Può mai essere vera questa storia dei gatti, almeno otto, incendiati e lanciati a morire carbonizzati nelle zone più intricate della rigogliosa vegetazione del Vesuvio per appiccare quel fuoco che da giorni sta offendendo la vista e l’olfatto dei napoletani e dell’intera Campania?

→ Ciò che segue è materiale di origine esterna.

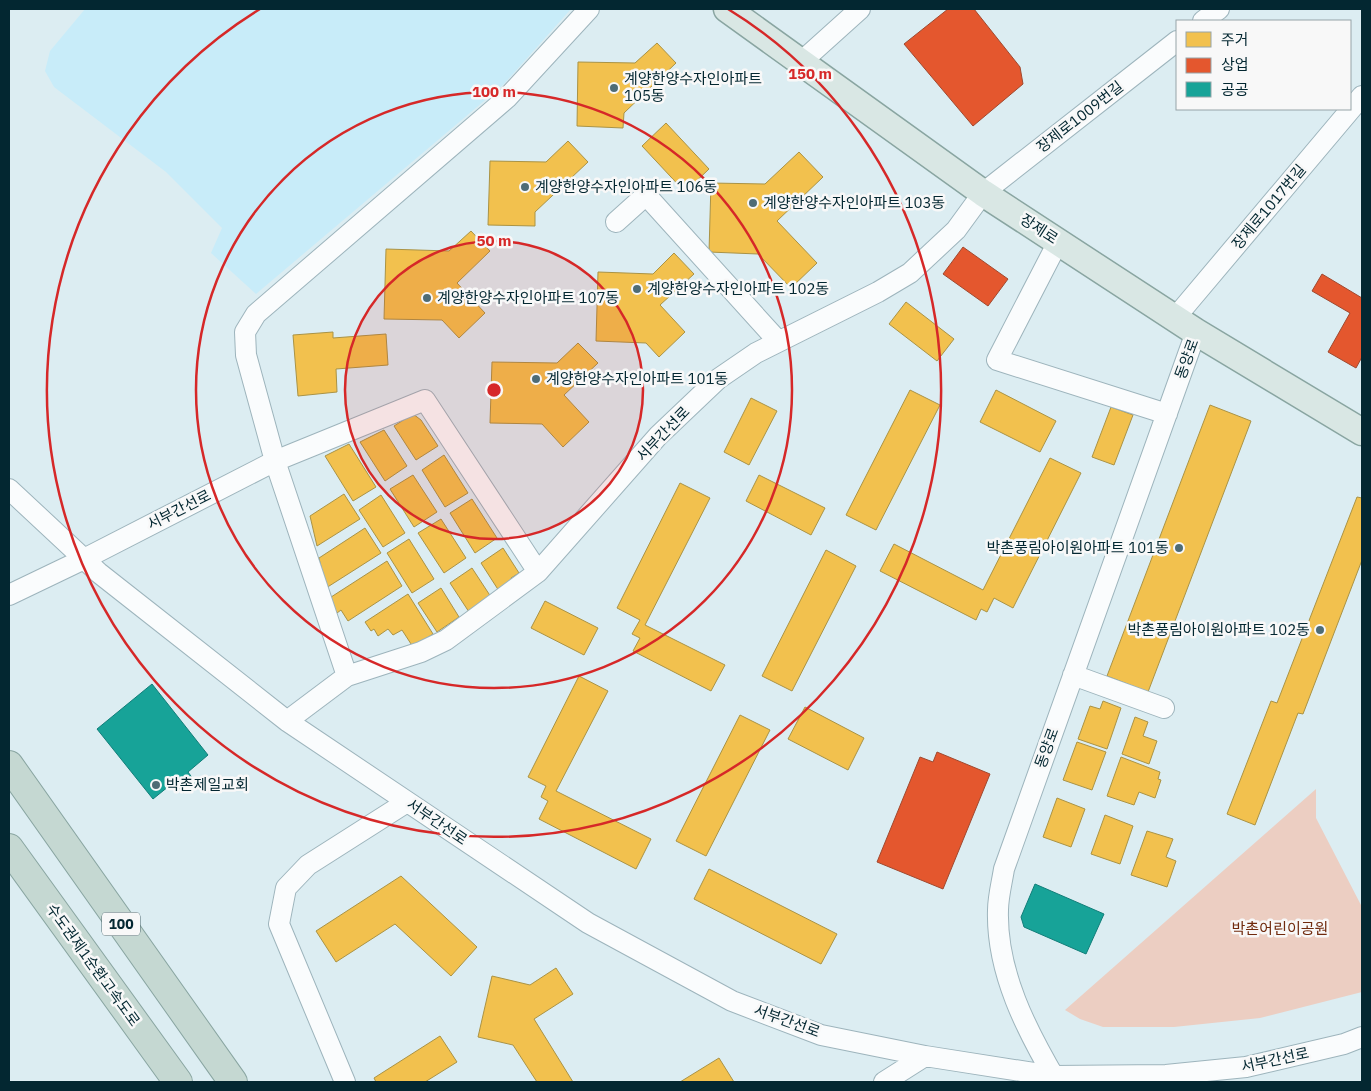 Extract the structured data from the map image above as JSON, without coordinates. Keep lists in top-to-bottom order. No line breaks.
{"streets":{"highway":["100","수도권제1순환고속도로"],"main road":["장제로"],"street":["장제로1009번길","장제로1017번길","동양로","서부간선로"]},"crossings":[["장제로1009번길","장제로"],["장제로1009번길","서부간선로"],["장제로1017번길","장제로"],["장제로1017번길","동양로"],["장제로","동양로"],["장제로","서부간선로"],["동양로","서부간선로"]],"parks":["박촌어린이공원"],"places":["계양한양수자인아파트 105동","계양한양수자인아파트 106동","계양한양수자인아파트 103동","계양한양수자인아파트 102동","계양한양수자인아파트 107동","계양한양수자인아파트 101동","박촌풍림아이원아파트 101동","박촌풍림아이원아파트 102동","박촌제일교회"],"legend":["주거","상업","공공"],"rings":["150 m","100 m","50 m"]}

È mai possibile che oggi, nel 2017, terzo millennio dalla nascita di Cristo, un pugno di criminali (come chiamarli, altrimenti) riesca a concepire e mettere in pratica due delitti così efferati nei confronti di animali inermi e della natura, senza contare l’offesa alla popolazione?
No, questa storia non è vera. Ma il semplice fatto che sia stato possibile pensarlo e scriverlo e commentarlo la dice lunga sulla fiducia degli uomini sugli uomini e della crudeltà che siamo disposti ad accettare, pur rabbrividendo delle forme che prende o che le diamo trasformandola in spettacolo.
Le immagini raccontano di questa enorme nuvola di fumo e cenere che sovrasta il Gran Cono e si estende sulla città e molta parte del territorio circostante ammorbando l’aria, minacciando le case con gli abitanti, rendendo impossibile il regolare svolgimento delle attività economiche senza distinguere tra lecite e abusive.
Ammesso che il dolo non c’entri nulla (ma questo è più difficile crederlo) non c’è comunque da stare allegri, se è vero che assieme agli aghi di pino e alle piante secolari bruciano sostanze tossiche che qualcuno ha ben pensato di affondare in terreni che dovrebbero essere protetti.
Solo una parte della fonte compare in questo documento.